The term wavelet means a small wave. The smallness refers to the condition that this window function is of finite length (compactly supported). The ‘wave’ refers to the condition that this function is oscillatory. The term ‘mother’ implies that the functions with different region of support that are used in the transformation process are derived from one main function, or the mother wavelet by dilations or contractions (scaling) and translations (shifts).

There are many different implementations of the Wavelet transforms, of which the continuous wavelet transform is the simplest to start with.


The continuous wavelet transform was developed as an alternative to short time Fourier transforms, to overcome the resolution problem.

The continuous wavelet transform is defined as follows:

CWTxΨ (τ,s) = ΨxΨ (τ,s) = 1/√s ∫ x (t) Ψ*(t- τ /s) dt.

As seen in the above equation, the transformed signal is a function of two variables, tau and s, the translation and scale parameter, respectively. Psi(t) is the transforming function, and it is called the mother wavelet.

The term translation is related to the location of the window, as the window is shifted through the signal. This term obviously corresponds to time information in time domain. However, we do not have a frequency parameter, as we had before the STFT. Instead, we have a scale parameter, which is defined as 1/ frequency. The parameter scale in the Wavelet analysis is similar to the scale used in maps. As in the case of maps, a high scale refers to a detailed view. Similarly, in

terms of frequency, low frequencies (high scales) correspond to global information of a signal (that usually spans the entire signal), whereas high frequencies (low scales) correspond to detailed information of a hidden pattern in the signal (that usually lasts a relatively short time). Scaling, as a mathematical operation, either dilates or compresses a signal.
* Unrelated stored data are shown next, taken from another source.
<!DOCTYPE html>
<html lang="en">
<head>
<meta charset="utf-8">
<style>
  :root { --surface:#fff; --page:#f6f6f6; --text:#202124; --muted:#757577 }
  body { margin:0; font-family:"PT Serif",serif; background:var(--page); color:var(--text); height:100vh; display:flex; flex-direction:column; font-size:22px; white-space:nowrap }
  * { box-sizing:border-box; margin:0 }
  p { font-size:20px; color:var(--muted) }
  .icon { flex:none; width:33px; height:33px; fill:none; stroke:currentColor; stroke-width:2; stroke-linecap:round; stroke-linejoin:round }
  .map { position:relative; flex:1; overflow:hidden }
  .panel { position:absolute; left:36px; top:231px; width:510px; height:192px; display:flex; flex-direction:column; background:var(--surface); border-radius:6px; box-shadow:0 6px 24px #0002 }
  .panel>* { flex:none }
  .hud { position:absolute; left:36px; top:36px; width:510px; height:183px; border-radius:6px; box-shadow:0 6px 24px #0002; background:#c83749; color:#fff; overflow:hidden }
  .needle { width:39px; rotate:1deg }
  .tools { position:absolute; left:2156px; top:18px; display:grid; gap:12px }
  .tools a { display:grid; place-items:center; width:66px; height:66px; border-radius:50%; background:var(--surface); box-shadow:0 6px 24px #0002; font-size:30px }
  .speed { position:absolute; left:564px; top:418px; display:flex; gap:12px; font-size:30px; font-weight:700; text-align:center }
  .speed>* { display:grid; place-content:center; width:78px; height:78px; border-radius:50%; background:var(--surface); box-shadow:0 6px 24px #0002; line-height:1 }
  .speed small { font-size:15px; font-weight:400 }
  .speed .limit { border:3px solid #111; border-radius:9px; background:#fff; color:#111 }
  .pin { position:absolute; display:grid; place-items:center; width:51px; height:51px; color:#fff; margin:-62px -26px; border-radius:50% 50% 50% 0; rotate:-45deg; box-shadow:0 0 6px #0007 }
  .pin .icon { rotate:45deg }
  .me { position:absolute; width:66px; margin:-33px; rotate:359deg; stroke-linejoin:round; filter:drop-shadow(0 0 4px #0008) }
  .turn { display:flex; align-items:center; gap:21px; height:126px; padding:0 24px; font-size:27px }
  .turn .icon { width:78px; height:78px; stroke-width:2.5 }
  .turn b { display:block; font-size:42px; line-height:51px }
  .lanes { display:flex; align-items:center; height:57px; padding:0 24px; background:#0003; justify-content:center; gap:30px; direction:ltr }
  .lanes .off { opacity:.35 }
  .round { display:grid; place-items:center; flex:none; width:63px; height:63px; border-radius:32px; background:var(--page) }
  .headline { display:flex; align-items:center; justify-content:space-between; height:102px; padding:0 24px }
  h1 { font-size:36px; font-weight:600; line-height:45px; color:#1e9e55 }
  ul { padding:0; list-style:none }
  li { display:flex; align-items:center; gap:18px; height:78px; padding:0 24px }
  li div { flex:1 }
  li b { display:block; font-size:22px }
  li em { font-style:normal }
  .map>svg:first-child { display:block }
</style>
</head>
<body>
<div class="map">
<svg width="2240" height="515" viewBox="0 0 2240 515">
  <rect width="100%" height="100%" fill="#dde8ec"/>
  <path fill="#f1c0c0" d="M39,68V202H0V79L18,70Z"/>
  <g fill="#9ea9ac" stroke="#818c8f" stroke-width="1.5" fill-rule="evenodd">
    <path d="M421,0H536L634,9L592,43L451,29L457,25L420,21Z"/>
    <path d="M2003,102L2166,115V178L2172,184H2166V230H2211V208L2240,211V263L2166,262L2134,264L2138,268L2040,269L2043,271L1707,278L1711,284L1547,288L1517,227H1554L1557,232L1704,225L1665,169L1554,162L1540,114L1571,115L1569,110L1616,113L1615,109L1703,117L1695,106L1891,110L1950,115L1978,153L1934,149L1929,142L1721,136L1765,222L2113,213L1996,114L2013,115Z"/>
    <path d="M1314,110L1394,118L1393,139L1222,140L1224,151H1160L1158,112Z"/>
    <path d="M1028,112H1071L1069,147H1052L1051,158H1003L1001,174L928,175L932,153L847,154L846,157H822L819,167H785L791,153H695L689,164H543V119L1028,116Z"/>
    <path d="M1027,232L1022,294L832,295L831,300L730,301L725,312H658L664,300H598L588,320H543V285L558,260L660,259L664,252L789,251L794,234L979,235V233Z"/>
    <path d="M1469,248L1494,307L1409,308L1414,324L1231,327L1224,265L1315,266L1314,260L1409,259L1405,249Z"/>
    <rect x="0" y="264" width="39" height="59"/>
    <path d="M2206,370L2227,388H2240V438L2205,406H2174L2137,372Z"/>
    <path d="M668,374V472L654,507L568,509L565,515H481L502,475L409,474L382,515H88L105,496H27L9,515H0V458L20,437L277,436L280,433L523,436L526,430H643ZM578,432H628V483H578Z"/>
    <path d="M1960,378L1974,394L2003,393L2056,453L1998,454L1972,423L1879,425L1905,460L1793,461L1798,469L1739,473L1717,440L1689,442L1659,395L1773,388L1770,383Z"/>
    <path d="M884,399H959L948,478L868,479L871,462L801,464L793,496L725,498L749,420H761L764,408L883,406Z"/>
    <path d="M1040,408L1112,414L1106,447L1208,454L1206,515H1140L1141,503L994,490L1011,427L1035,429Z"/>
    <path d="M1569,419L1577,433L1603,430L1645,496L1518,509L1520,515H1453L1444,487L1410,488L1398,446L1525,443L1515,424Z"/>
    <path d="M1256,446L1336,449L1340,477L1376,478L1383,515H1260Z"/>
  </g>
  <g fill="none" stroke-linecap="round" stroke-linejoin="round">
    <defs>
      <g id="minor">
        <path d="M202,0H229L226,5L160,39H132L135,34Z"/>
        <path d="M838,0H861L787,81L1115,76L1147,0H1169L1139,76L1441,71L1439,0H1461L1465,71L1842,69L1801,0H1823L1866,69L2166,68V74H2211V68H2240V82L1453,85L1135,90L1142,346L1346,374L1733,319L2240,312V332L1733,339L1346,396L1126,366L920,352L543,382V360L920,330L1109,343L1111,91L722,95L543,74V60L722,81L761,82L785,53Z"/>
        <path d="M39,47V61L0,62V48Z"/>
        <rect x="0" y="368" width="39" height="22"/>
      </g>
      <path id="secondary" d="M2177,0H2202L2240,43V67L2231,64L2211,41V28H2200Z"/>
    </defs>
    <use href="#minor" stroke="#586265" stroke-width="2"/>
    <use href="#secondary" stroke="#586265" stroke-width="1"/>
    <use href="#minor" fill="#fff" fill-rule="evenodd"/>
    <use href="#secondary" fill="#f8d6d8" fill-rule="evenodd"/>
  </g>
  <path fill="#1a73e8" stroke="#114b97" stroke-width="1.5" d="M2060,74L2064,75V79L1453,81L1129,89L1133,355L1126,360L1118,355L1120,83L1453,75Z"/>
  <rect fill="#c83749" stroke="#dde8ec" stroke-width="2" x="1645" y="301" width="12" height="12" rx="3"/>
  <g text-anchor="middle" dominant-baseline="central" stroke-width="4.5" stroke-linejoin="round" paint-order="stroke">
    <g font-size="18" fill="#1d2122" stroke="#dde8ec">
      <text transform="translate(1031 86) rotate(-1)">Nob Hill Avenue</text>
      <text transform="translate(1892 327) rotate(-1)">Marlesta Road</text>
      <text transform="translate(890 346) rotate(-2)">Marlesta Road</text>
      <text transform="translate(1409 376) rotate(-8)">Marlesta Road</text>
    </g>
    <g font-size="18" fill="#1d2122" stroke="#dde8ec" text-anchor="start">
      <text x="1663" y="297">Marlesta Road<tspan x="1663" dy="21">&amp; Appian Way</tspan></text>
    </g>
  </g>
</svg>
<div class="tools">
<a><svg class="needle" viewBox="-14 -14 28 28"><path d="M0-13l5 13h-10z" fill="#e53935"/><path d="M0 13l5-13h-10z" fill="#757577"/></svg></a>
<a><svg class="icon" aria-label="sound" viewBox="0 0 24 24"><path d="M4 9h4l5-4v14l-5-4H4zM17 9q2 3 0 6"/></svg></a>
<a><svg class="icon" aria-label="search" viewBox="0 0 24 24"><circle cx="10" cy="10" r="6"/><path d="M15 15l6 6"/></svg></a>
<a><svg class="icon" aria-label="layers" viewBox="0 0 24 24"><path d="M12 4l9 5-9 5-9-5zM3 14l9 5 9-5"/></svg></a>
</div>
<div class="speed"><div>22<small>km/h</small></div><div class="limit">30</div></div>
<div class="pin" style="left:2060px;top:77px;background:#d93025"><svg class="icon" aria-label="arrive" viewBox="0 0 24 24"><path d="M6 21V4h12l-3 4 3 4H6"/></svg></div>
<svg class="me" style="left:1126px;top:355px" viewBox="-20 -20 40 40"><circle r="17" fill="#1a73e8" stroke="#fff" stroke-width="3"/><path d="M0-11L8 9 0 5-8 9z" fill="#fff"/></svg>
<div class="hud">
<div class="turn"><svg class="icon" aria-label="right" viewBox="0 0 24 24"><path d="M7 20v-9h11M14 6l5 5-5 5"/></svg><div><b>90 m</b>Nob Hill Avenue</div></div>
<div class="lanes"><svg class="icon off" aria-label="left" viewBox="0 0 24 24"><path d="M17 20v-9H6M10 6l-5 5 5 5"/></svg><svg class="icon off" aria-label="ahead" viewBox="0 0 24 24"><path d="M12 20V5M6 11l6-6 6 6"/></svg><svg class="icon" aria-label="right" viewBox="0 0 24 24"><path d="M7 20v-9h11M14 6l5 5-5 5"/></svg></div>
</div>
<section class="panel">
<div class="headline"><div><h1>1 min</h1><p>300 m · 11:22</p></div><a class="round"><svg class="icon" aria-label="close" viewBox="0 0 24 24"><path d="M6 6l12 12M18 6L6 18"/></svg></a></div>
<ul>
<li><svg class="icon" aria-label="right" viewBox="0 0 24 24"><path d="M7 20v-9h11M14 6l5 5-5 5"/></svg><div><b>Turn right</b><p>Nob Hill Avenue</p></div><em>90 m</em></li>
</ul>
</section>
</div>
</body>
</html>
Larger scales correspond to dilated signals and small scales correspond to compressed signals.

In terms of mathematical functions, if f (t) is a given function, f (st) corresponds to a contracted version of f (t) if s<1 and to an expanded version of f (t) if s>1.

However, in the definition of the Wavelet transform, the scaling term is used in the denominator, and therefore, the opposites of the above statements holds, i.e., scales s<1 dilates the signals whereas scales s>1 compresses the signal.


1.      The signal to be analyzed is taken.

2.      The mother wavelet is chosen and the computation is begun with s = 1. The CWT is computed for all values of s. the wavelet will dilate is s increases and compresses when s is decreased.

3.      The wavelet is placed in the beginning of the signal at the point which corresponds to time = 0.

4.      The wavelet is multiplied with the signal and integrated over all times. The result is then multiplied by the constant 1/sqrt{s}.

5.      The above step normalizes the energy so that the transformed signal has same energy at every scale.

6.      The wavelet at scale s =1 is then shifted to the right by τ and the above steps are repeated until the wavelet reaches the end of the signal.


The development of wavelets is an example where ideas from many different fields combined to merge into a whole that is more than the sum of its parts. Wavelet transforms have been widely employed in signal processing application, particularly in image compression research. It has been used extensively in multi-resolution analysis (MRA) for image processing. In signal processing applications, different implementations of the wavelet theory have been used for effective evaluation of biological signals emanating from bio-medical devices.